Bahçeli’nin el sıkma seremonisiyle başlayan ve bugünkü Meclis konuşmasıyla yeniden momentum kazanan açılımının esas amacının, muhalefetin yeniden dizaynı ve rejimin istikrarının temini olduğu açıktır. 2025 iktidarın en zor senesi olacaktır ve bu koşullarda iç cephenin güçlendirilmesinden kasıt muhalefetin atalete sürüklenmesidir. Erken seçim talebinin gündem dışına itilmesi, Anayasa yapım sürecine hayırhah bakışın güçlendirilmesi de beklentilerin başında gelmektedir.

Hükümet ve küresel sermaye OVP’ye önemli düzeyde politik destek sunsa da büyümenin yavaşlaması ve işsizliğin yükselmesi hem rejimin politik desteğinde belirgin bir zayıflama yaratıyor hem de kâr oranları azalan sermaye çevrelerinden gelen eleştirel söylemleri çoğaltıyor. OVP ve IMF değerlendirmesinin büyüme oranları beklentilerinde %1’in üzerinde bir makas bulunuyor. İşsizlik rakamları ise %9’larda sabitlenecekmiş gibi görünse de atıl işgücü oranının hesaba katılması durumunda %27-30 bandına oturuyor.

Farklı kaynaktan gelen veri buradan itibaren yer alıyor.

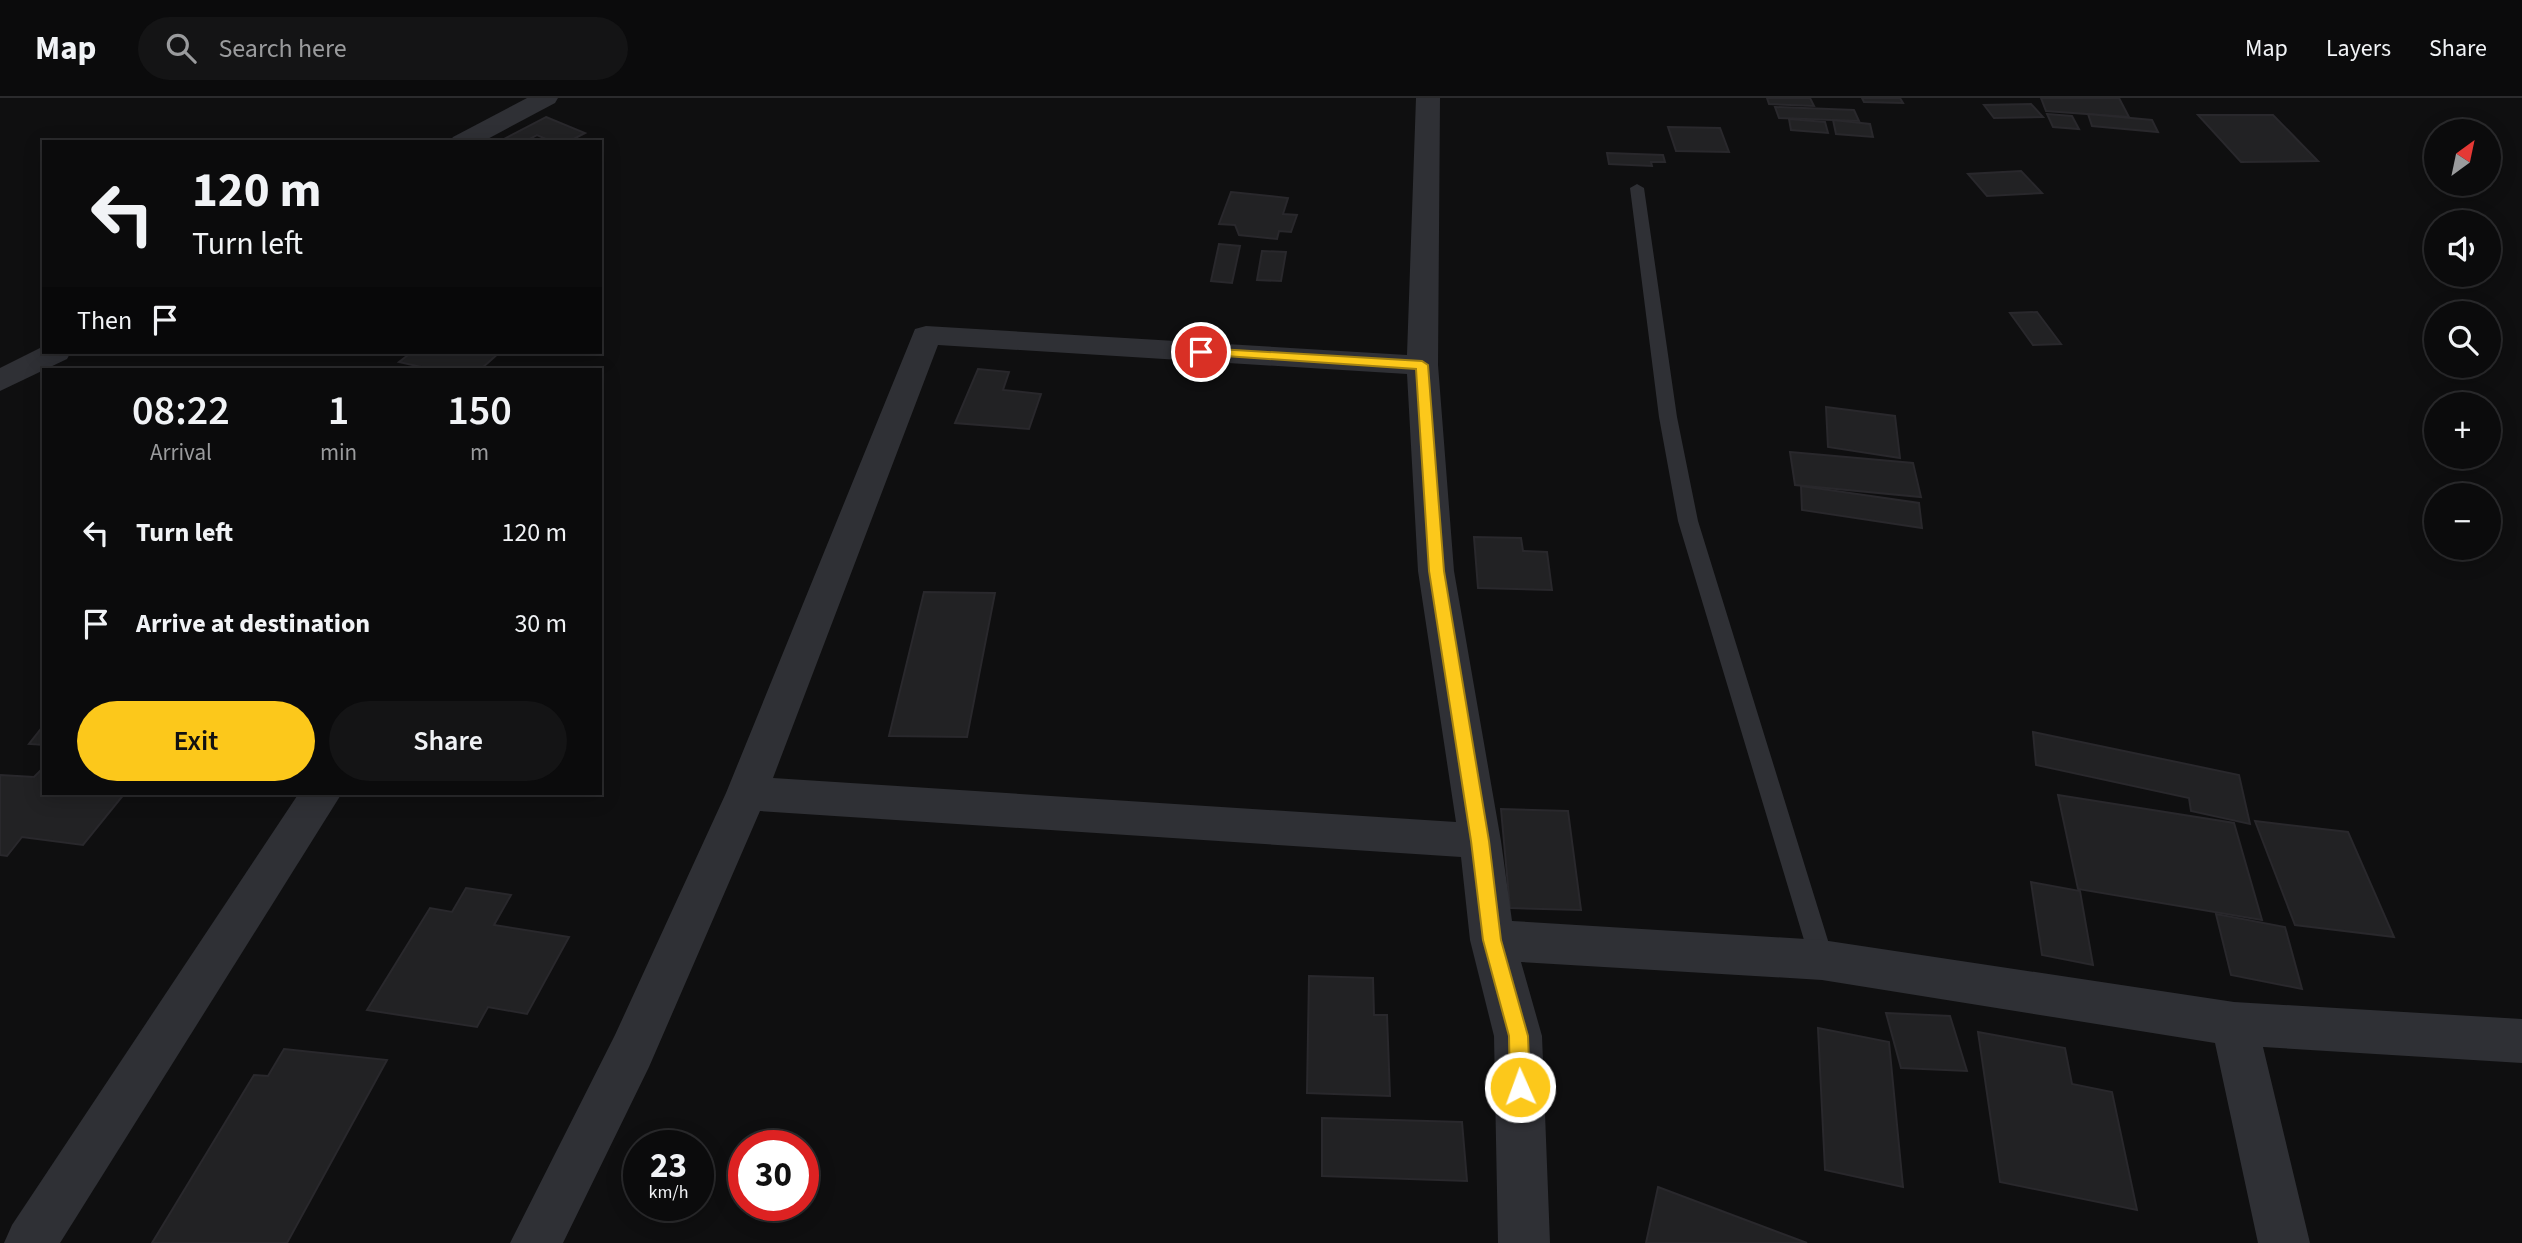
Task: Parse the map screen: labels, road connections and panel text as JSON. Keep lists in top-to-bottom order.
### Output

Aylık enflasyonun %3’ten aşağı inmemesi de Merkez Bankası’nın faiz indirimlerine bu yıl içerisinde başlamasını zorlaştırıyor. Bu durum iç talebi baskılamaya devam ediyor, özellikle yüksek faiz gelirlerinden yoksun alt ve orta sınıfların tüketim maddelerine dönük talebinin daha da azalmasına yol açıyor. Üretimin gerilemesi ithal ara mal ihtiyacını da azalttığı için ihracat hızla artmasa da ithalat azaldığı için cari açık küçülüyor. Türkiye’de 2000’lerden sonra yaşanan ara mal sanayisizleşmesi sonrasında her ekonomik yavaşlama dönemi cari açıkta daralma yaşanmasını sağlıyor. Bahçeli, 22 Ekim konuşmasında bu durumu bir başarı olarak lanse etse de bu durum aslında pahalılık ve işsizliğin aynı anda yükseldiği stagflasyonist bir tablonun içinde olduğumuzun itirafıdır.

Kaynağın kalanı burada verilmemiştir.